### [Exercise]
The entries should be given again in full. Alter nothing.

── Study material

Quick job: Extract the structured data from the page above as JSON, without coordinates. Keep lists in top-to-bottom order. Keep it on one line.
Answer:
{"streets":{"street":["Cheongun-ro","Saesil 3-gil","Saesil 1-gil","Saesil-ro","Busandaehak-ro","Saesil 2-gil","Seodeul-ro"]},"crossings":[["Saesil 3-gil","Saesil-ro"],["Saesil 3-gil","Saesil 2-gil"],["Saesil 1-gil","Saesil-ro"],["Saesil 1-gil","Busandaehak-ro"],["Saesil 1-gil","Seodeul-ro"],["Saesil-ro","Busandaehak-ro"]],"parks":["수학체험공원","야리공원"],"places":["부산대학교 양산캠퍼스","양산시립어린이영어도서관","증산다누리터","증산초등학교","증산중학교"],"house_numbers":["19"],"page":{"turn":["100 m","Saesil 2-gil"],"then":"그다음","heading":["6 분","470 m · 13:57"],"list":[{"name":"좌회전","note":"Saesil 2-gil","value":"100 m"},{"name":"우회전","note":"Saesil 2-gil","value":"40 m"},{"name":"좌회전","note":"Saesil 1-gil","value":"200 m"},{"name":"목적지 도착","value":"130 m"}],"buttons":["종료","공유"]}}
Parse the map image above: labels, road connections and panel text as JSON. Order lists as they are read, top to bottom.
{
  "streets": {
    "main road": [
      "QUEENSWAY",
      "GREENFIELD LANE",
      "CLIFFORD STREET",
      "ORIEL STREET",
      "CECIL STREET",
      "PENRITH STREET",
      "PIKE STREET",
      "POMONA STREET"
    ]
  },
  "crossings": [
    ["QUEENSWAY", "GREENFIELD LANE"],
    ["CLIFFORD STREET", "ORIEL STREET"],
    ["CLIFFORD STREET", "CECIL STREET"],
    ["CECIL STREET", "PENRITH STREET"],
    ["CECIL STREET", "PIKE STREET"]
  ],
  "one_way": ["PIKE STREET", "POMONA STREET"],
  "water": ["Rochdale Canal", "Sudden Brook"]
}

────

### [Output for this task]
Quick job: Extract the structured data from the page above as JSON, without coordinates. Keep lists in top-to-bottom order. Keep it on one line.
Answer:
{"streets":{"street":["Cheongun-ro","Saesil 3-gil","Saesil 1-gil","Saesil-ro","Busandaehak-ro","Saesil 2-gil","Seodeul-ro"]},"crossings":[["Saesil 3-gil","Saesil-ro"],["Saesil 3-gil","Saesil 2-gil"],["Saesil 1-gil","Saesil-ro"],["Saesil 1-gil","Busandaehak-ro"],["Saesil 1-gil","Seodeul-ro"],["Saesil-ro","Busandaehak-ro"]],"parks":["수학체험공원","야리공원"],"places":["부산대학교 양산캠퍼스","양산시립어린이영어도서관","증산다누리터","증산초등학교","증산중학교"],"house_numbers":["19"],"page":{"turn":["100 m","Saesil 2-gil"],"then":"그다음","heading":["6 분","470 m · 13:57"],"list":[{"name":"좌회전","note":"Saesil 2-gil","value":"100 m"},{"name":"우회전","note":"Saesil 2-gil","value":"40 m"},{"name":"좌회전","note":"Saesil 1-gil","value":"200 m"},{"name":"목적지 도착","value":"130 m"}],"buttons":["종료","공유"]}}
Parse the map image above: labels, road connections and panel text as JSON. Order lists as they are read, top to bottom.
{
  "streets": {
    "main road": [
      "QUEENSWAY",
      "GREENFIELD LANE",
      "CLIFFORD STREET",
      "ORIEL STREET",
      "CECIL STREET",
      "PENRITH STREET",
      "PIKE STREET",
      "POMONA STREET"
    ]
  },
  "crossings": [
    ["QUEENSWAY", "GREENFIELD LANE"],
    ["CLIFFORD STREET", "ORIEL STREET"],
    ["CLIFFORD STREET", "CECIL STREET"],
    ["CECIL STREET", "PENRITH STREET"],
    ["CECIL STREET", "PIKE STREET"]
  ],
  "one_way": ["PIKE STREET", "POMONA STREET"],
  "water": ["Rochdale Canal", "Sudden Brook"]
}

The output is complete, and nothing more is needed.